START SUPPLIED MATERIAL

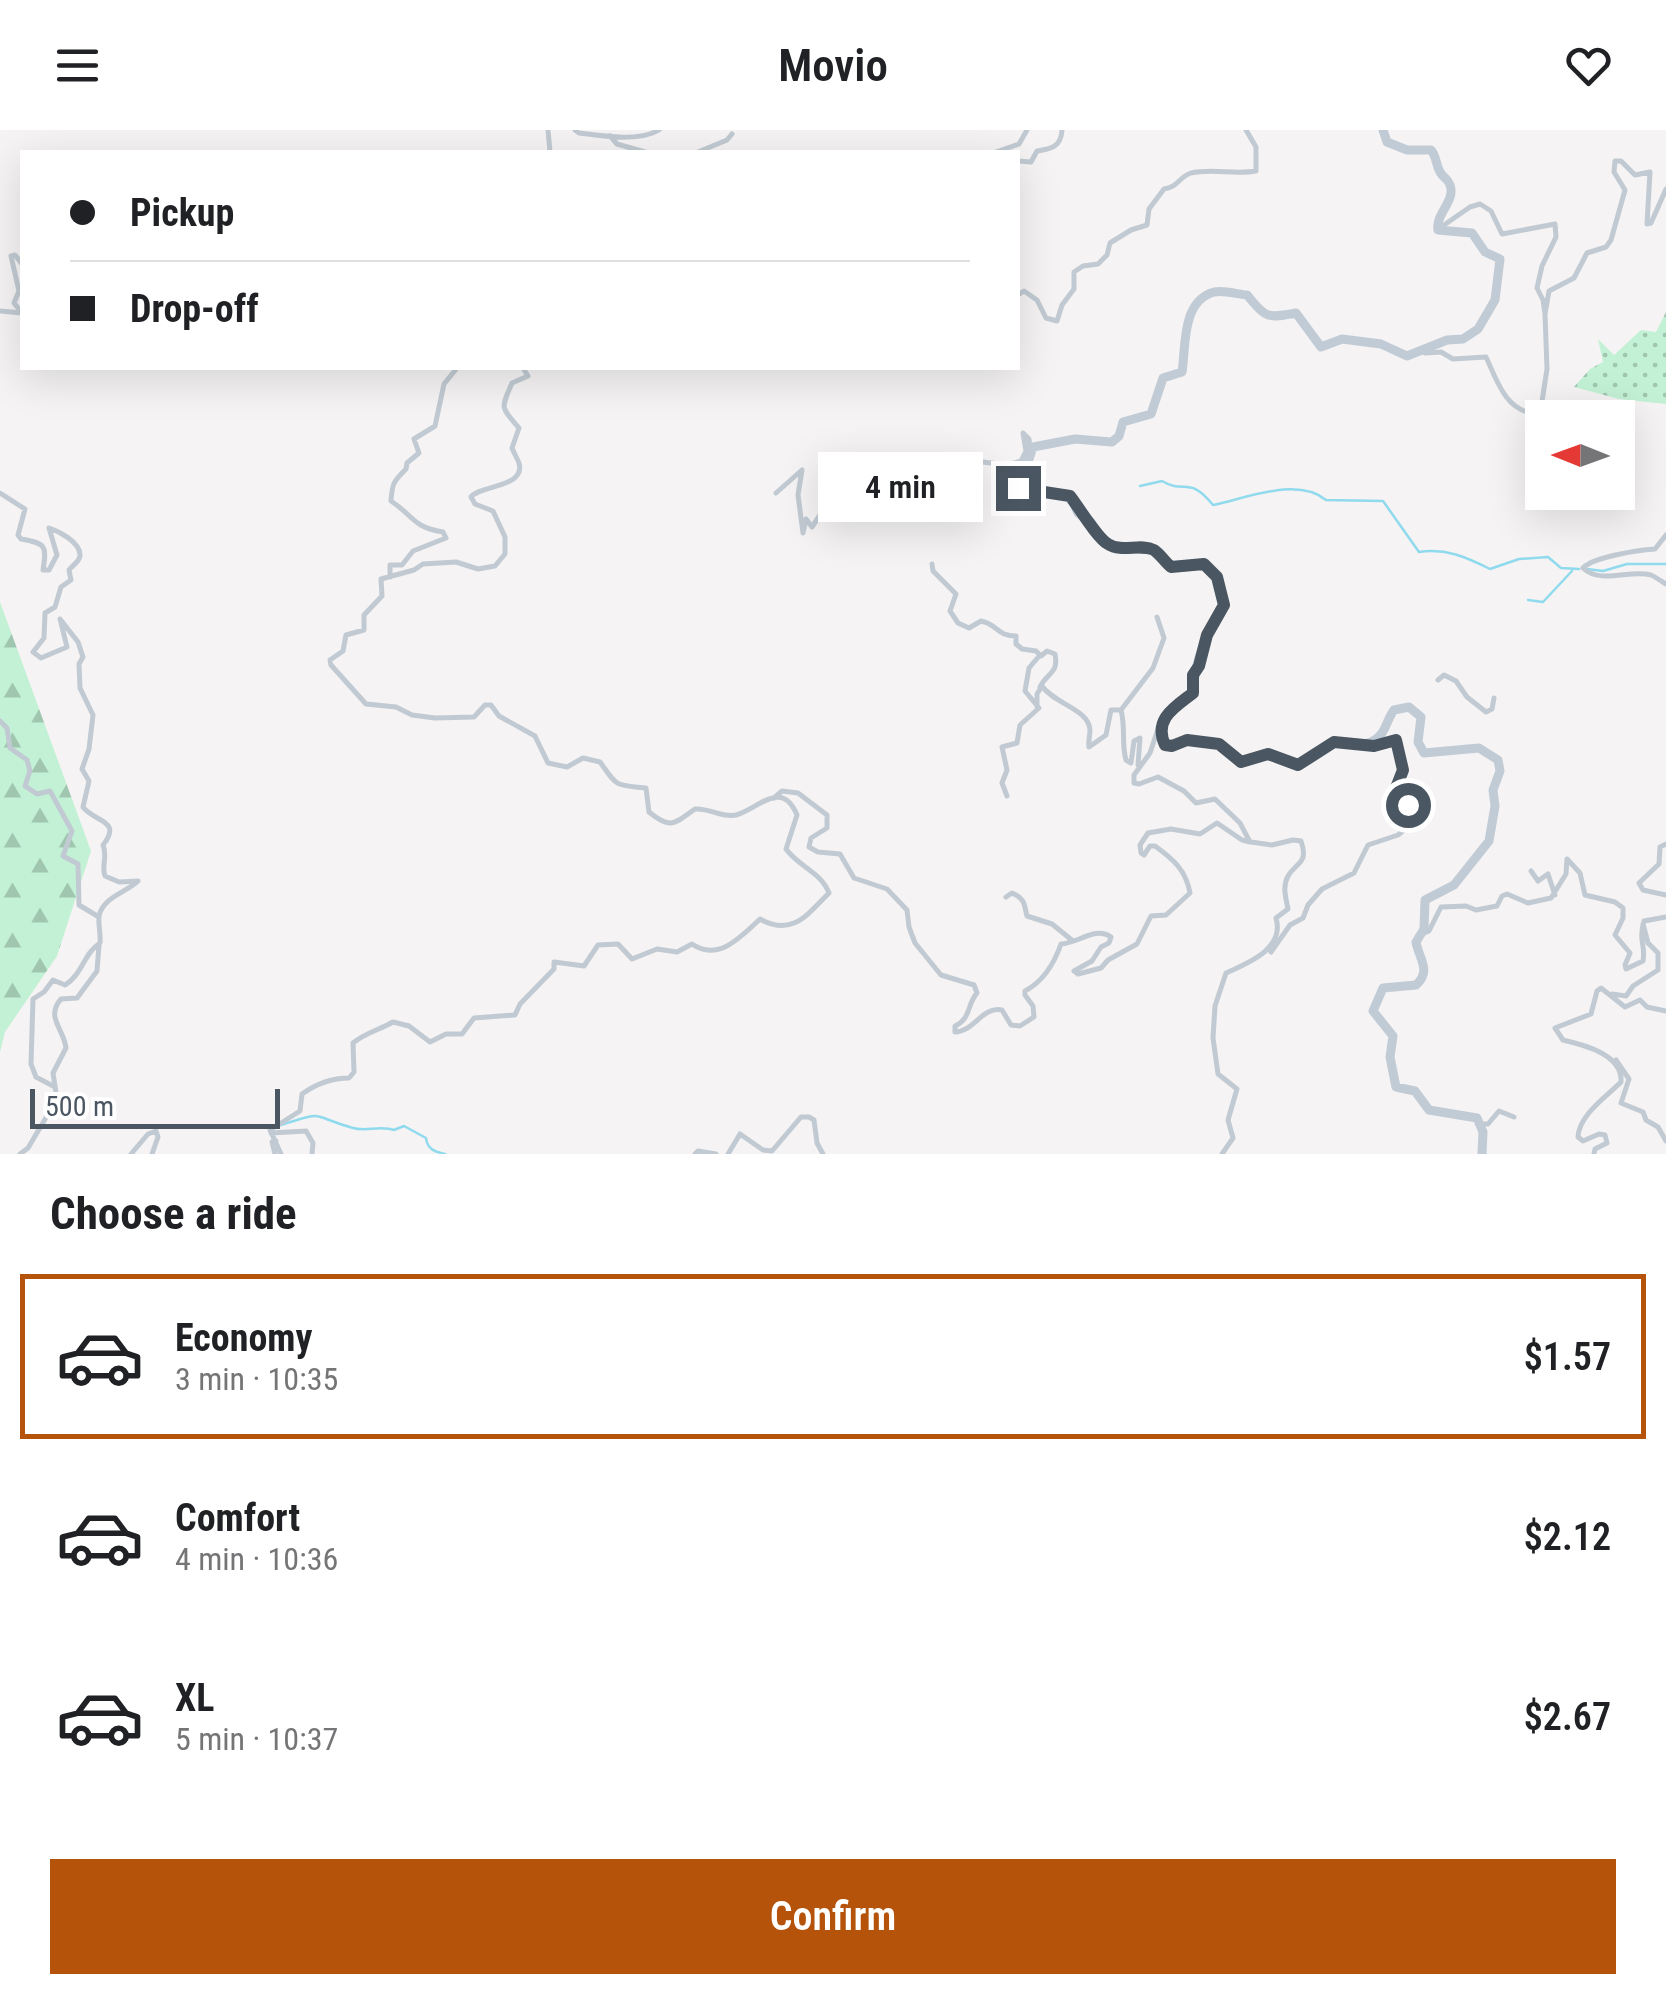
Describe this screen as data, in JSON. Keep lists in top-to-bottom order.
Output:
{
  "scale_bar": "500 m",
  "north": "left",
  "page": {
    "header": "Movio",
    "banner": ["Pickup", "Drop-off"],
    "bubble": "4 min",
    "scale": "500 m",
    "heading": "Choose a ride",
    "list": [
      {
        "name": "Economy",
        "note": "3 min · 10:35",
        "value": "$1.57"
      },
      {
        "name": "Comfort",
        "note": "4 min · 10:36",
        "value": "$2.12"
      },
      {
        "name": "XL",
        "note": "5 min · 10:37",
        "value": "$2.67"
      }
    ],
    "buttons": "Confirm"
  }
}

END SUPPLIED MATERIAL

**WORK TO COMPLETE**: Without altering anything, output all the lines above but none of the images.

**SOLUTION BELOW**:
Describe this screen as data, in JSON. Keep lists in top-to-bottom order.
Output:
{
  "scale_bar": "500 m",
  "north": "left",
  "page": {
    "header": "Movio",
    "banner": ["Pickup", "Drop-off"],
    "bubble": "4 min",
    "scale": "500 m",
    "heading": "Choose a ride",
    "list": [
      {
        "name": "Economy",
        "note": "3 min · 10:35",
        "value": "$1.57"
      },
      {
        "name": "Comfort",
        "note": "4 min · 10:36",
        "value": "$2.12"
      },
      {
        "name": "XL",
        "note": "5 min · 10:37",
        "value": "$2.67"
      }
    ],
    "buttons": "Confirm"
  }
}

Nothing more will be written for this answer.